His brief case on the floor between his legs allowed his hands free access to wander. With the deftness of his ancestor’s samurai sword, he slipped his left hand towards its target. A light gripping of the underside of her left buttock weighted into his palm, ever so slightly heated.
She’d clearly been running and the unbearable softness caused him to squeeze, yielding to his touch like the first of season Kazaguichi peaches. He held it there, while he allowed her to realise it was him, his gaze averted to the ceiling at a point way, way beyond her gaze.
He knew and he knew she knew it was him.
He could see reflected in the fluoro above him through the electric haze, her disgusted yet understanding look, first at him and then at Mudslide. And so he told himself he could pursue his goal. With magical precision he let his right hand slide towards his left. Commutors to the left and right had no idea consciously what he was up to, but all subconsciously had done in their minds, what he was trying to do. Some were already working out their stratagems to have their way with the gaggle of Aussie girl students accompanying Mudslide and his teacher wife Mirasomething on their end of year Japanese trip.
Coloured as he was there was nothing distinguishable to the foreigners that he was not Japanese, though by speaking he would be given away. He was Chinese and in this culture where the cherry blossom held sway, he was a devotee of the frangipani.
As his hands moved lower he nonchalantly gripped her right buttock too.
She startled a little, but Mudslide for the moment was trying to see the train route on in a diagram on the curved plastic wall of the carriage.
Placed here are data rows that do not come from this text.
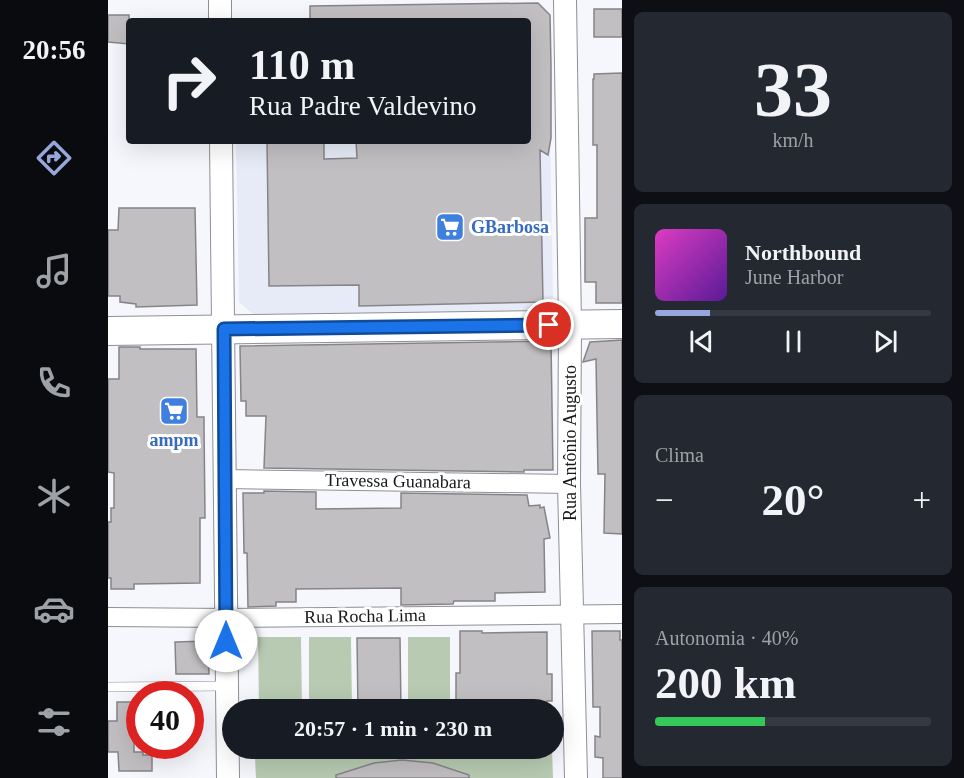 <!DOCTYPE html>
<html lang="pt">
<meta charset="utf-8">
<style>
:root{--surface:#171b24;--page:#242831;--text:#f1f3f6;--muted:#9ea1a6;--line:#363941;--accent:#97a7db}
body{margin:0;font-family:Georgia,serif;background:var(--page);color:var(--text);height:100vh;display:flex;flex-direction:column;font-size:22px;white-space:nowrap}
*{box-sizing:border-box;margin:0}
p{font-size:20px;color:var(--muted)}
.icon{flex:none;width:33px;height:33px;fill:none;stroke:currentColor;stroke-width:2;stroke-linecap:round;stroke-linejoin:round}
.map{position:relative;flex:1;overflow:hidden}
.drawer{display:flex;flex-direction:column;gap:12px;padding:12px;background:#0d0f14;width:342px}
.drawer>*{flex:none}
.banner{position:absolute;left:18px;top:18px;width:405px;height:126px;border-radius:6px;box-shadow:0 6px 24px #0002;background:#171b24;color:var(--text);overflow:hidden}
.speed{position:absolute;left:18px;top:681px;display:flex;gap:12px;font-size:30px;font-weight:700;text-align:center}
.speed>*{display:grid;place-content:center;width:78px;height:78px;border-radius:50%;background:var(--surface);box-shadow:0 6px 24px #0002;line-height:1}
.speed .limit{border:9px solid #d22;background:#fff;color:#111}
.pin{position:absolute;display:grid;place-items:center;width:51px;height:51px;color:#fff;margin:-26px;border:3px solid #fff;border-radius:50%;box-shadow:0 2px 6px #0007}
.me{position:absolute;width:66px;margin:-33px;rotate:0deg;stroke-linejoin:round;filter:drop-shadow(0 0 4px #0008)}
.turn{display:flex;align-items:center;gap:21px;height:126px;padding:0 24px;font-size:27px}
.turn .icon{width:78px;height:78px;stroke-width:2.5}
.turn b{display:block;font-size:42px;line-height:51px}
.big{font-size:45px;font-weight:600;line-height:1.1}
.drawer .tile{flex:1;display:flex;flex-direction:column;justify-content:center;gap:9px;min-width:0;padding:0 21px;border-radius:9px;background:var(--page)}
.drawer .dial{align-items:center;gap:0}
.dial b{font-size:78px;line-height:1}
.song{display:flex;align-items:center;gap:18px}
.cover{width:72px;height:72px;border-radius:9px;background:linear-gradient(135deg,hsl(310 70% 55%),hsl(270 70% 35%))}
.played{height:6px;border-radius:3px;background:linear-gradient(90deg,var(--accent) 20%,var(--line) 20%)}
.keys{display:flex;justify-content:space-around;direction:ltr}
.heat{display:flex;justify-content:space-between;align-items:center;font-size:33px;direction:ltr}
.charge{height:9px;border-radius:4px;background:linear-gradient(90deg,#34c759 40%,var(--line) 0)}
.trip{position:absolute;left:114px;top:699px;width:342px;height:60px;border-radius:30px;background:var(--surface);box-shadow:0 6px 24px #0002;font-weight:600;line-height:60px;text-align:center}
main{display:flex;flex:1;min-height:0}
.dock{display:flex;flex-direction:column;width:108px;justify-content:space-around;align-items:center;background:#090b0e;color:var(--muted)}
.dock .icon{width:42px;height:42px}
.dock .current{color:var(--accent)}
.dock b{font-size:27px;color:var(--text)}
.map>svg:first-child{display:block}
.built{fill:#e6ebf7}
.green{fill:#b8cbb2}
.building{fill:#c2bfc3;stroke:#878488;stroke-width:1.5}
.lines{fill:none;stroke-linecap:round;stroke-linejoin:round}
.service-casing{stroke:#8e9094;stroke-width:10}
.minor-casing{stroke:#8e9094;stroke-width:20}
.tertiary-casing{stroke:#8e9094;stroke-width:24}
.primary-casing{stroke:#8e9094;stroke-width:30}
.service{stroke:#fff;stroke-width:9}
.minor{stroke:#fff;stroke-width:18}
.tertiary{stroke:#fff;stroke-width:22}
.primary{stroke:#fff;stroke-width:28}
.route-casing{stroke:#114b97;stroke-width:15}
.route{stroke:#1a73e8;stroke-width:10}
.labels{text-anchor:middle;stroke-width:6;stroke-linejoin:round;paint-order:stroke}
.shop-label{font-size:18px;font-weight:bold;fill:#366cbe;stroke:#fff;text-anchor:start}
.street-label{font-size:18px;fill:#171819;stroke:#fff}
</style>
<main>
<nav class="dock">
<b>20:56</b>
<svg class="icon current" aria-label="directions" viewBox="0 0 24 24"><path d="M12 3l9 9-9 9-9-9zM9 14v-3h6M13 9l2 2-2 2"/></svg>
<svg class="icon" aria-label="music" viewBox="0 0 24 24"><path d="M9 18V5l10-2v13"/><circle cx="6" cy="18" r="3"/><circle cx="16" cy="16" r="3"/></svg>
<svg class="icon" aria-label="phone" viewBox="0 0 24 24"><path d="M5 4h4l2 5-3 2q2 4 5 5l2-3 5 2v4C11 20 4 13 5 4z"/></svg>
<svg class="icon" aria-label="climate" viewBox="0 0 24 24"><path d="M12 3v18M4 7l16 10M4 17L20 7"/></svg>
<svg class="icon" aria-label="car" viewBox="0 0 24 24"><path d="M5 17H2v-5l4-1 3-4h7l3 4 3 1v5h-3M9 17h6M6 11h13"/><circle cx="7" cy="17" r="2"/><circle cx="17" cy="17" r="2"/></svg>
<svg class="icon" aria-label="filters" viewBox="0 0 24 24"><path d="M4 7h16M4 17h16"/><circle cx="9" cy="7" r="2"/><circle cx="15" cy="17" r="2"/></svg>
</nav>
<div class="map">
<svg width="514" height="778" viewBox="0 0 514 778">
<rect width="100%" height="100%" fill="#f5f7fc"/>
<!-- built -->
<path class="built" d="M442 129 445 297 435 310 147 316 131 302 128 141H420Z"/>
<!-- green -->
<path class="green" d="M150 637H193L194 709H151Z
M201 637H243L244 709H201Z
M300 637H342V704L300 705Z
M187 748 444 749 445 778H148L147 758 183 756Z"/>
<!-- building -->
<path class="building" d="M430 3 442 15 443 66V138L440 155 432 150 435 302 251 306V285L161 286 159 141H216V159L249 158 248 141H420V21H202V6Z
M486 9H514V37H486Z
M0 15H21V44L0 42Z
M514 73V303H488V282H477V218H489V145H485V79H486V74Z
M11 208H87L89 305 28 307V304L12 302V296H0V230H10Z
M514 340V534L496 533 497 474H490L488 359 475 362 482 342Z
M443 341 445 470H416V472L156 468 158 416H138V401H133L132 346Z
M11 347H32V349H88L89 417H96V424L97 518H92V583L26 584V589H3V578H0V522H3V508H6V473L0 472V379H11Z
M156 491 208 492V509L293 508V493L419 495 421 506 432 505V508L436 507 442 538 436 539 437 592 387 593V601H346L345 604 293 605V588L188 589V602H168V606L140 607 139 553H136L135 493H156Z
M352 631H374V633L439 632V674H444V701H439V710H395V701L366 702V710H348V673H352Z
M484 631H512V640H514V778H495V758L487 757V736L492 737V707H485Z
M249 638H292L293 710H250Z
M100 641 101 674H68L67 642Z
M9 702H32V721H26V752H35V755H44V771H11L10 752H0V721H9Z
M294 760 325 763 361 775V778H228V775L266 763Z"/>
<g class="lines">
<!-- service casing -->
<g class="service-casing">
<path id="service" d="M0 687 119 686"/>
</g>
<!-- minor casing -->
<g class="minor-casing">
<path id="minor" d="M118 479 461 484
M0 617 118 618 514 614"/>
</g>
<!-- tertiary casing -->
<g class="tertiary-casing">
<path id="tertiary" d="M112 0V21
M457 0 462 325 461 484 468 778
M113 141 120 778"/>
</g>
<!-- primary casing -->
<g class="primary-casing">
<path id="primary" d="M0 331 514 324"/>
</g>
<!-- service -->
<use href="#service" class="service"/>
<!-- minor -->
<use href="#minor" class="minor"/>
<!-- tertiary -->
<use href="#tertiary" class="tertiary"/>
<!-- primary -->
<use href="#primary" class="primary"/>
</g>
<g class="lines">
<!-- route casing -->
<g class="route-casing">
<path id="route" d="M118 641 116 329 441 325"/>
</g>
<!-- route -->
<use href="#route" class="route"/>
</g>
<!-- icons -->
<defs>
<g id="supermarket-square" transform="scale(1.5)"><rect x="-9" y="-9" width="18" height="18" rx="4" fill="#3f7fe0" stroke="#fff"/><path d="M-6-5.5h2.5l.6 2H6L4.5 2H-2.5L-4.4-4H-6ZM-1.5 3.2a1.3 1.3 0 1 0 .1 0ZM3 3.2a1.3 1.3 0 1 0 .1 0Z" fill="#fff"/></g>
</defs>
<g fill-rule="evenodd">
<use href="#supermarket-square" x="342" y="227"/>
<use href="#supermarket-square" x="66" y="411"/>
</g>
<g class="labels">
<!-- shop labels -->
<g class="shop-label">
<text x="363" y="233">GBarbosa</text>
<text x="66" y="446" text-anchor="middle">ampm</text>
</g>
<!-- street labels -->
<g class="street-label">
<text transform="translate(462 443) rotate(-90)" y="6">Rua Antônio Augusto</text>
<text transform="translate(290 481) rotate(1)" y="6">Travessa Guanabara</text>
<text transform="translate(257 616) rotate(-1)" y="6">Rua Rocha Lima</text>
</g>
</g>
</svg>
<div class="speed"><div class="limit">40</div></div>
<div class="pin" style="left:441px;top:325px;background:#d93025"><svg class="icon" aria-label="arrive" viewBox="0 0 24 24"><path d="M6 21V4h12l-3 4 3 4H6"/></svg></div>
<svg class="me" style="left:118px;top:641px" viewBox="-20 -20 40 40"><circle r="19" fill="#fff"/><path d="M0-13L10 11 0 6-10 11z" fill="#1a73e8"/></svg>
<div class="trip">20:57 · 1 min · 230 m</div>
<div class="banner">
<div class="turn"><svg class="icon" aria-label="right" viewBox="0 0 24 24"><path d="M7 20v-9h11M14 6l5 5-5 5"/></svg><div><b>110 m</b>Rua Padre Valdevino</div></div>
</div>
</div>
<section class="drawer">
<div class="tile dial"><b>33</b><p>km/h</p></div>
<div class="tile">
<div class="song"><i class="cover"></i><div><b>Northbound</b><p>June Harbor</p></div></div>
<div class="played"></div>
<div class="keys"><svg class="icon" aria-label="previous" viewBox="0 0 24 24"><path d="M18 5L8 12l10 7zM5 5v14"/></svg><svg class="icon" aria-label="pause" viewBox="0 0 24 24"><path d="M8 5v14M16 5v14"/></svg><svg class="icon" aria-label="next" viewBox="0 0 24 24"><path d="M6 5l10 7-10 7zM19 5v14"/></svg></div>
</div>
<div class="tile"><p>Clima</p>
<div class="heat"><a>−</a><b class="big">20°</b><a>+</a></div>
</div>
<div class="tile"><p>Autonomia · 40%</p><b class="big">200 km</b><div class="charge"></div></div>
</section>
</main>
Another gasp and he was there, crafting her cheeks apart, and she loved it.
A glance over her right shoulder showed her captivators face in full glow.
He was slightly taller than the other carriagemen, and she could tell he was an expert.
As the train rocked on the curve coming into Siekandodo station he whispered to her.
Mudslide was preoccupied with his zits. She didn’t quite hear what he said, hands moulding yet separating her buttocks.
Again he murmured to her
‘…….twic frang…..’
and she wriggled a little more.
‘Electwic fwangaponii’
was that really what he said?
She confronted him directly.
‘Did you say electric frangipani, sir”
and she knew it was a mistake.
For he let fall her cupped buttocks and looked away, as if the train, their contact and worlds had simply slid apart.